Problem description. Records follow. Pull out every line that contains "lines".
══ Data for this task ══
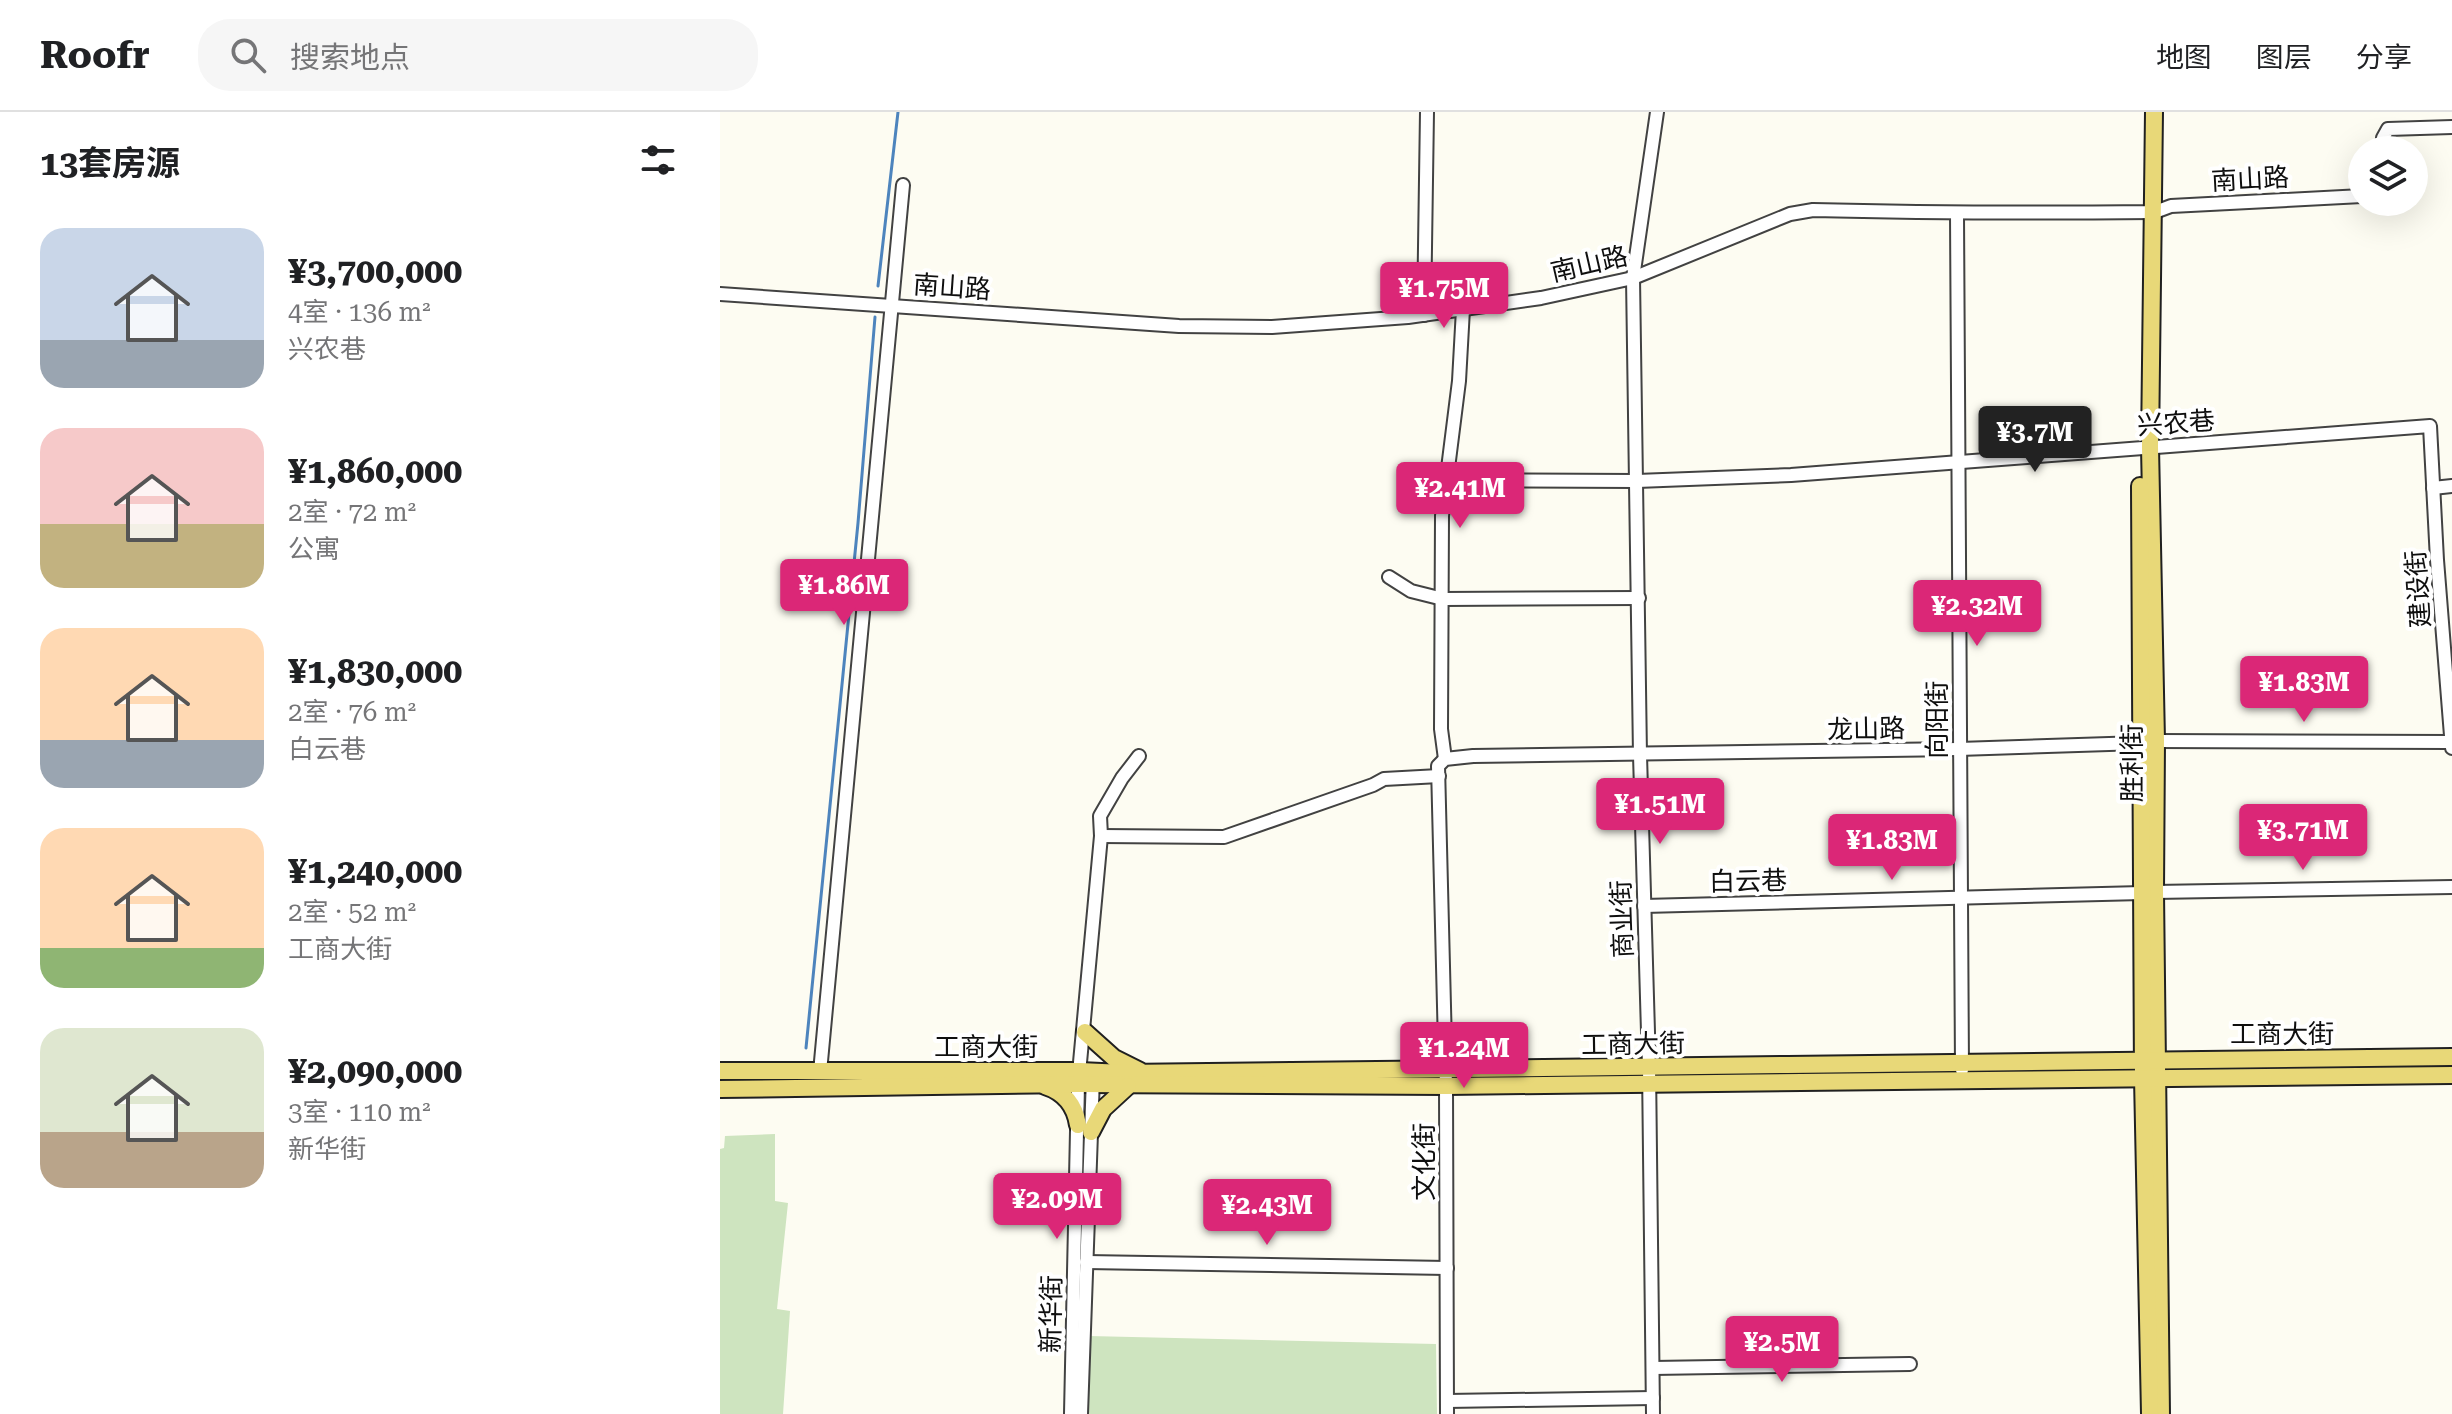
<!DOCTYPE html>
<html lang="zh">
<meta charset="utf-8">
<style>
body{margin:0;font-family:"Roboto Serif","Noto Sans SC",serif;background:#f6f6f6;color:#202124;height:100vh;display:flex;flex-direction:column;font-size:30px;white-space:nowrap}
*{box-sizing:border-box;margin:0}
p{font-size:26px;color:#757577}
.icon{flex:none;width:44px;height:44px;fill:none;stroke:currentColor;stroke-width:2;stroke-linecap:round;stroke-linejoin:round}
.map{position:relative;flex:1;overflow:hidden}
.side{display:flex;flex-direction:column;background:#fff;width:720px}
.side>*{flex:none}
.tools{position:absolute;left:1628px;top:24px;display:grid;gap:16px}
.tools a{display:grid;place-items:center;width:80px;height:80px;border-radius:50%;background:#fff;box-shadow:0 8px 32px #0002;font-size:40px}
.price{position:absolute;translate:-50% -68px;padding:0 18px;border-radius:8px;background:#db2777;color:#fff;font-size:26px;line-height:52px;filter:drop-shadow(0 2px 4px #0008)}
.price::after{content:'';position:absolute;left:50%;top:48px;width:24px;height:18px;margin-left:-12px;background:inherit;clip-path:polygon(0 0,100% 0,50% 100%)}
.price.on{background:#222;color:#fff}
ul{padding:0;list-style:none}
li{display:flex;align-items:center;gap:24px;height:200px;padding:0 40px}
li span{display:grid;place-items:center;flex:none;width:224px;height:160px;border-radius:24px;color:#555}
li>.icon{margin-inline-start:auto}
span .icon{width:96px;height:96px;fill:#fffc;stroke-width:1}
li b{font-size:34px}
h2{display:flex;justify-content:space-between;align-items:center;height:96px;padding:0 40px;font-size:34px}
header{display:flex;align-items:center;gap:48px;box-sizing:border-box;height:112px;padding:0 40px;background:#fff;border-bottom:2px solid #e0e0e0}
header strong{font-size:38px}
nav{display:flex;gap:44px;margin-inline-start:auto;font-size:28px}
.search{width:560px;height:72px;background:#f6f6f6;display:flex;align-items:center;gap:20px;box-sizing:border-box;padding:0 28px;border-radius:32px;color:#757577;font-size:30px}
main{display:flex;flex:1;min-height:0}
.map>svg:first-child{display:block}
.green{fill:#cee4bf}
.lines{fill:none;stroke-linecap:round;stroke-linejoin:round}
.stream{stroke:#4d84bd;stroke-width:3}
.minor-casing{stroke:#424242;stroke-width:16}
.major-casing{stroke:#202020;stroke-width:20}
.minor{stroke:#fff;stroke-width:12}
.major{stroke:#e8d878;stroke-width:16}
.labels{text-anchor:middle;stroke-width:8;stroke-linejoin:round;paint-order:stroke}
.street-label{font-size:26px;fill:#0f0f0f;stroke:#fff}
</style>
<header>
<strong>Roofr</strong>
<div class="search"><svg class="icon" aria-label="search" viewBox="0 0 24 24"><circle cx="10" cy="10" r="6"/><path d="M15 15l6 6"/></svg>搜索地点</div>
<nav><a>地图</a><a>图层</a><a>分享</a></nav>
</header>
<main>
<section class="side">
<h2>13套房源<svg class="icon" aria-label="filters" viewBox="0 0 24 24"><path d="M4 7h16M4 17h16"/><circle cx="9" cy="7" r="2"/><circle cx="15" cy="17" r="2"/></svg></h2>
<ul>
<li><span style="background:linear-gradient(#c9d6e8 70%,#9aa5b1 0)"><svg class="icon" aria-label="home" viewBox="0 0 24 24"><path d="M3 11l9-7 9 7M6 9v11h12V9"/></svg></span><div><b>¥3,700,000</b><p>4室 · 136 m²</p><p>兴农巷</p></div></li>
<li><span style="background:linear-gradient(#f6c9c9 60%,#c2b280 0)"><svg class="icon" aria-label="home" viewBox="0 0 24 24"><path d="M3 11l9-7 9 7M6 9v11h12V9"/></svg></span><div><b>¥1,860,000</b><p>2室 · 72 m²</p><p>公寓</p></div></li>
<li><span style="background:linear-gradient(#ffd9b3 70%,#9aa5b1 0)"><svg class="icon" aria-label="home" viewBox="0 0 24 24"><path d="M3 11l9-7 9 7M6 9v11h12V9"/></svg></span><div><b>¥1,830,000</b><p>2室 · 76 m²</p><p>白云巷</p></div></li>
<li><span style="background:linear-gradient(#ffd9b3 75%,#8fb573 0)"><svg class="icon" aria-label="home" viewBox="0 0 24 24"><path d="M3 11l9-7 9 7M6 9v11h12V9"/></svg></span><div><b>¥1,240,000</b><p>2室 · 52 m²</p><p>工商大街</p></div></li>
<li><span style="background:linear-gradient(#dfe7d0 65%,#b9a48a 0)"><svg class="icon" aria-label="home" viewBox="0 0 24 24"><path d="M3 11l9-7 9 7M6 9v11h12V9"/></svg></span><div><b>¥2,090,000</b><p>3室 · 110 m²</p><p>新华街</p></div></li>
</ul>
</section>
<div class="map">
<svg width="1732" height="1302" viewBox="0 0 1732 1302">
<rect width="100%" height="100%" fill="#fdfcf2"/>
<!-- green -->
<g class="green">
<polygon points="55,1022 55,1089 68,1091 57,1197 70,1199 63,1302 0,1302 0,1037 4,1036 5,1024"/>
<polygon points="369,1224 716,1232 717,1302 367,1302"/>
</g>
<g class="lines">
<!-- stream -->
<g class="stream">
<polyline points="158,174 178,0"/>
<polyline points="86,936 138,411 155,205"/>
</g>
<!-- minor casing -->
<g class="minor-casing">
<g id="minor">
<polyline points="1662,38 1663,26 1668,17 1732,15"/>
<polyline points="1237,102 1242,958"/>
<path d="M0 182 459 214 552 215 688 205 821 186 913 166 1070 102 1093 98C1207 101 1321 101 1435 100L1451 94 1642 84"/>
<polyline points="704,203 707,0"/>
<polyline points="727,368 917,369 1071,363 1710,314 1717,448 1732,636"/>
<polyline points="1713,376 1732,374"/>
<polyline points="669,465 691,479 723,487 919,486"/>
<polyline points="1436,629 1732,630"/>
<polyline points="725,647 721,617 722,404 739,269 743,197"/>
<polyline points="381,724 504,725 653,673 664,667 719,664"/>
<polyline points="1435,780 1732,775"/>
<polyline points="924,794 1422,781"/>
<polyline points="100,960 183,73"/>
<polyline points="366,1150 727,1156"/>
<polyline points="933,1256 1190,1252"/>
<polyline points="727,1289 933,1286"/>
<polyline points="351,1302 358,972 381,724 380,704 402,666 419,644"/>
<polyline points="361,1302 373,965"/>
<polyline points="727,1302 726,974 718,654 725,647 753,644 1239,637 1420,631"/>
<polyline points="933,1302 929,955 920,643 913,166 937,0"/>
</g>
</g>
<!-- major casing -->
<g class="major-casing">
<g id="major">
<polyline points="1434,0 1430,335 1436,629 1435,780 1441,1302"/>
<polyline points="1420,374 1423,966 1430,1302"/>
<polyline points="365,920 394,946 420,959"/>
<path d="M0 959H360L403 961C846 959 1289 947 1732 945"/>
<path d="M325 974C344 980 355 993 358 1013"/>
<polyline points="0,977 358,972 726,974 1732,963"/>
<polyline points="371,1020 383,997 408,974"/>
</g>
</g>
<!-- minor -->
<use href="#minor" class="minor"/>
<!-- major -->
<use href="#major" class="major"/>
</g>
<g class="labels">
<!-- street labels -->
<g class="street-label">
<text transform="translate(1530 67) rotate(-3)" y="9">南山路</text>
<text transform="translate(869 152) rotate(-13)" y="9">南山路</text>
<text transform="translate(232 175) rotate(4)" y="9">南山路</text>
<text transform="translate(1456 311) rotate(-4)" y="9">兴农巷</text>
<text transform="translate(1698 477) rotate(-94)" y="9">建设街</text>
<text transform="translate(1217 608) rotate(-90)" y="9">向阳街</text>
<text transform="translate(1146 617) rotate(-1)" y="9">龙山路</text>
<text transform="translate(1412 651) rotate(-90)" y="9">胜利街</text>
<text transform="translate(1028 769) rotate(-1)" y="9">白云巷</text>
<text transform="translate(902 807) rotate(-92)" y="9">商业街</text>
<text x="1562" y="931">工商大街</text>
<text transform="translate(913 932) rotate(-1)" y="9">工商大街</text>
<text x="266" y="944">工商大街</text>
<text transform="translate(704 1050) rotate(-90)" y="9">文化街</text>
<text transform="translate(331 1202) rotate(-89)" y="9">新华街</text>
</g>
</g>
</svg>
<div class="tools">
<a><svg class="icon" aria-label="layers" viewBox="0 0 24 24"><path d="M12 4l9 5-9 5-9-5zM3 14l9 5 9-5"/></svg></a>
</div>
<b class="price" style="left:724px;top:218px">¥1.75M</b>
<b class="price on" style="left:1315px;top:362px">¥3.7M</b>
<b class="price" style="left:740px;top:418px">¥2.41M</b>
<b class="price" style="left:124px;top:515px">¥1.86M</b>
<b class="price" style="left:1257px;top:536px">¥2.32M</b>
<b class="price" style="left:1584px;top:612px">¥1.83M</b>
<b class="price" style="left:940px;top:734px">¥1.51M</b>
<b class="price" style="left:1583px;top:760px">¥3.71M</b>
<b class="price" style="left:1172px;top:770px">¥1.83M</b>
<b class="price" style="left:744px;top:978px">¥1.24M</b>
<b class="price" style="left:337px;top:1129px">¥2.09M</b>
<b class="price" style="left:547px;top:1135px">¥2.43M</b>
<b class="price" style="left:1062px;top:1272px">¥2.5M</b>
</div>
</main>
═══
Solution for this exercise.
.lines{fill:none;stroke-linecap:round;stroke-linejoin:round}
<g class="lines">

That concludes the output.